O Detector GPT-2 da OpenAI também foi pensado para identificar textos feitos por IA. Ele basicamente compara o que foi escrito com um banco de dados de textos escritos tanto por humanos quanto por máquinas. Assim, se vende como um mecanismo altamente eficaz para a identificação de escrita gerada via computadores.
Do ponto de vista jurídico, os pesquisadores concordam que cada plataforma está lidando de uma forma com o problema, e em geral, ainda precisamos avançar para garantir uma boa resolução legal e ética em relação a essas tecnologias.
Quais são as limitações da IA?
Pode parecer que as IAs vão roubar nossos empregos e fazer tudo o que realizamos de uma forma melhor. Mas não é bem assim. Duarte explica que inteligência artificial ainda encontra barreiras no pensamento lógico.
Um exemplo é: se mostrarmos cenas de uma bola caindo no chão, a inteligência artificial é capaz de aprender padrões e entender que tudo que é solto no ar, cai. Porém, ela tem dificuldade em associar isso à lógica: a bola cai por causa da força gravitacional que a Terra exerce nela.
A pesquisadora também lembra que esses sistemas de aprendizado de máquina contam com dados humanos, ou seja, a criatividade ainda é humana.
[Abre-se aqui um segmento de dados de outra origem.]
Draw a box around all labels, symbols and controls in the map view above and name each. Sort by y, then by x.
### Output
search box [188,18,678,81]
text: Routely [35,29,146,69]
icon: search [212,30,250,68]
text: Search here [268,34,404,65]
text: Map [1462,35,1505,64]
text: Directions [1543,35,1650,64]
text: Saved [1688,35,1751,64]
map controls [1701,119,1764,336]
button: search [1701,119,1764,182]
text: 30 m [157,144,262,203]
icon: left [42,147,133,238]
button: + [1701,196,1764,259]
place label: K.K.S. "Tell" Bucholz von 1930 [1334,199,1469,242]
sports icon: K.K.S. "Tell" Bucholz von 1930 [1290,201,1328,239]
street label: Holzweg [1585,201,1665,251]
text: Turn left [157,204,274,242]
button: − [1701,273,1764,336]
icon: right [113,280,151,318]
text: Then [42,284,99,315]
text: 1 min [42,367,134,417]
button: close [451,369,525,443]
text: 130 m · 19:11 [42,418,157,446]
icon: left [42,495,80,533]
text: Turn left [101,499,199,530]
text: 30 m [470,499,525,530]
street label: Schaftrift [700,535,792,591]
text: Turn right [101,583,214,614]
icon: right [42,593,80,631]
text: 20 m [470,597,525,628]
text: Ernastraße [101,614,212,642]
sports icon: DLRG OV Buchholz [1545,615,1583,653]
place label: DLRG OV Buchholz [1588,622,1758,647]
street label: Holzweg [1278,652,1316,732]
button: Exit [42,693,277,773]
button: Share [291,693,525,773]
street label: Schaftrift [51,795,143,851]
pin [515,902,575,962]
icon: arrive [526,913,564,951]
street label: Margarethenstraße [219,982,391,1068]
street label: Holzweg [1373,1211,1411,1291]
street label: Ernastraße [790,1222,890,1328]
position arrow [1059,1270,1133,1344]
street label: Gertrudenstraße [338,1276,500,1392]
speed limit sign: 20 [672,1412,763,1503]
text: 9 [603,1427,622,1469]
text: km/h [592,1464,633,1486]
O problema mais urgente, hoje, seria o de introduzir cada vez mais sistemas de inteligência artificial com que seria a "ética" humana. "É necessário que todos que modelam esses algoritmos tenha uma bagagem de ética em IA. Precisa ter mais foco para essa área e também deixar em evidência todos os problemas que podem ser associados ao modelo. Algumas empresas já liberam algoritmos de forma limitada para evitar esses problemas", diz Duarte.
E completa: "Um exemplo é a DALL-E que era um algoritmo limitado no passado, com poucos usuários, mas na versão DALL-E 2, os problemas foram resolvidos. Uma frase que gerava uma imagem problemática passou a gerar outras imagens".
O debate público sobre o tema deverá trazer cada vez mais questões como essas e pressões também deverão surgir para as ferramentas. Sem dúvidas, estamos entrando em uma nova realidade informacional, educacional e tecnológica, e serão necessários ajustes éticos, jurídicos e comportamentais diante dela.